To continue expanding and retaining their new readers, Cheatwood and Garvey are working to increase diversity on the LAist homepage and throughout the site — a critical effort in a region that’s one of the country’s most diverse. One way to do that is through hiring a staff that mirrors the community. “The more we diversify our newsroom, the easier it is to speak to that community,” says Cheatwood. “If you’re not, you’re failing.”

Although their reader retention effort has shown success, Garvey is cautious. “There’s a horizon, but we’re not at it,” she says. “We’ve got ambitious growth goals… and I have a lot of faith.”

Other promising efforts, suggestions and ideas:

When the pandemic hit in 2020, the Cleveland Jewish News cut back on its print publication days because of advertising losses — not an uncommon move among local print media over the past year. But by launching a new set of newsletters, the publication responded to concerns from community members who “could not be without our print publications at a time of isolation,” publisher Kevin Adelstein says.

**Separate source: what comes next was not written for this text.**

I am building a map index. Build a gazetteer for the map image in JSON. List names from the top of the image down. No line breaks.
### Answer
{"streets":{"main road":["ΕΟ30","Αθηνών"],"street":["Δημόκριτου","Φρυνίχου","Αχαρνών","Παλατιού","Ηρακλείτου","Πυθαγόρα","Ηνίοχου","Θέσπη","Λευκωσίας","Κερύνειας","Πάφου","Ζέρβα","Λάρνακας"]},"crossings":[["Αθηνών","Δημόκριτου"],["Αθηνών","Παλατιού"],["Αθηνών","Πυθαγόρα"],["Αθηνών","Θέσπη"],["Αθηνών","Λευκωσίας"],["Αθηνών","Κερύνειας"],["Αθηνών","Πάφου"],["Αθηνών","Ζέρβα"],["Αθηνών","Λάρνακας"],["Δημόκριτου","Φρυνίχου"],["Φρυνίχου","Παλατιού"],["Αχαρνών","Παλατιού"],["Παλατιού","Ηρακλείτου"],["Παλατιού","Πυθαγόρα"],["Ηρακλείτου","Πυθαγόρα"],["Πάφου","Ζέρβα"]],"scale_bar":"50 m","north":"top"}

“While increased revenue was certainly a consideration in launching the new newsletters, for us, it was more a community engagement content play at a much needed time,” Adelstein told API. Now, there’s a waiting list for newsletter ad spots, he says, and the publication has added a “significant” number of subscribers. The organization also continued with plans for a quarterly magazine, publishing the first issue early this year in the midst of the pandemic and receiving “overwhelming positive feedback from that targeted audience.”

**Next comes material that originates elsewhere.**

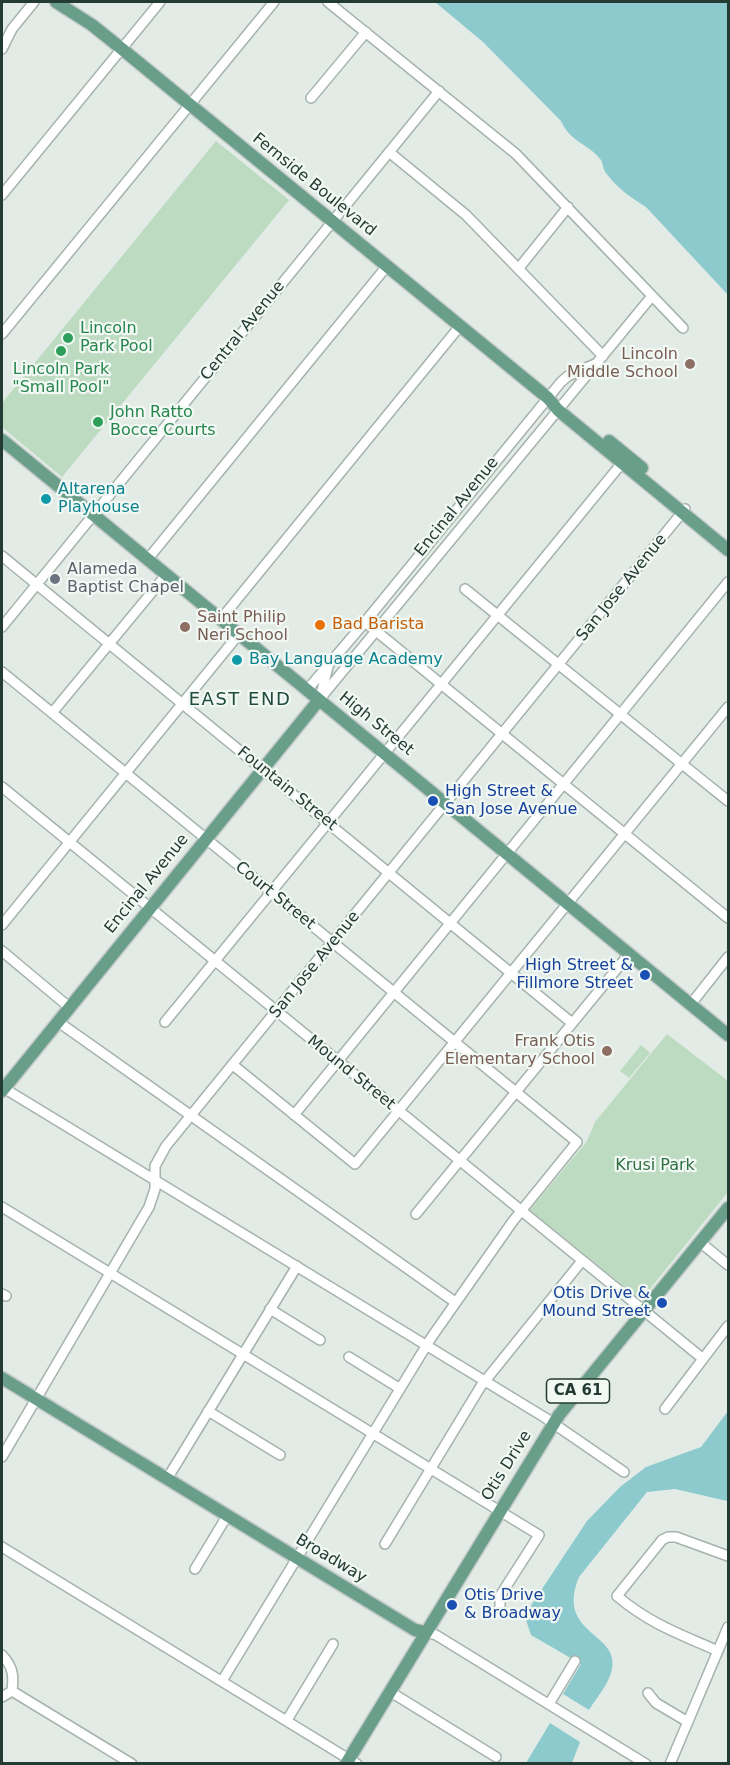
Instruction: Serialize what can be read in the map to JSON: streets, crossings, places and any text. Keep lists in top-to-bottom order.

The pandemic waylaid Newsday’s plan to open a new video studio for live “town hall”-type events last year. But a quick decision instead to produce virtual events has resulted in surprisingly high ratings from their audiences. Among other metrics, Newsday uses the Net Promoter Score to gauge how likely the audience would be to recommend them to others. The score from event participants was nearly 70 — “world class,” says Patrick Tornabene, Newsday’s chief officer of consumer revenue and strategy. In 2020, Newsday Live held 120 virtual events, ranging from pandemic-related topics to education to the arts; they’ve held more than 40 events so far this year. Average registration is about 5,000 people for each event, which are recorded for on-demand viewing.

What’s made the events successful is the careful selection of topics and speakers, says Melissa Carfero, Newsday’s manager of event strategy and development. The interviewees have included COVID-19 expert Dr. Anthony Fauci, television personalities and musicians. “But what sets us apart from other interviews is that local people have an opportunity to question the experts themselves,” she said, framing their questions and getting answers on a more personal, local level. Audience questions are shared with reporters and editors, and have led to the creation of resource guides and follow-up stories.

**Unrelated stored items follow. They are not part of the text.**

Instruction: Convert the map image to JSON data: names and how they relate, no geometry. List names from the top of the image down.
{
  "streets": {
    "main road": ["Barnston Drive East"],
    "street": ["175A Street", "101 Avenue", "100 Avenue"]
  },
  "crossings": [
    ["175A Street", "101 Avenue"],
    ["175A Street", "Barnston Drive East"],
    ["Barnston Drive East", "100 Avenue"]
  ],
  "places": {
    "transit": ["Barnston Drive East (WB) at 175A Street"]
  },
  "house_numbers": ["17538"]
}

Journalism struggles with understanding reader needs in general, and has a history of not meeting the needs of people of color. Today, reaching conservative audiences also is a monumental challenge. Just 10% of Republicans say they have a “great deal or fair amount of trust” in the media, according to a recent Gallup survey, compared to 73% of Democrats. You could write off a significant percentage of potential subscribers, or, says Joy Mayer of Trusting News, try to learn about and navigate that world. Trusting News recently launched a study in which local journalists will “interview right-leaning individuals in their own communities about their perceptions of journalism.” A team that includes the Center for Media Engagement will analyze those interviews in an attempt to help local newsrooms “do journalism that better connects with your community,” Mayer says.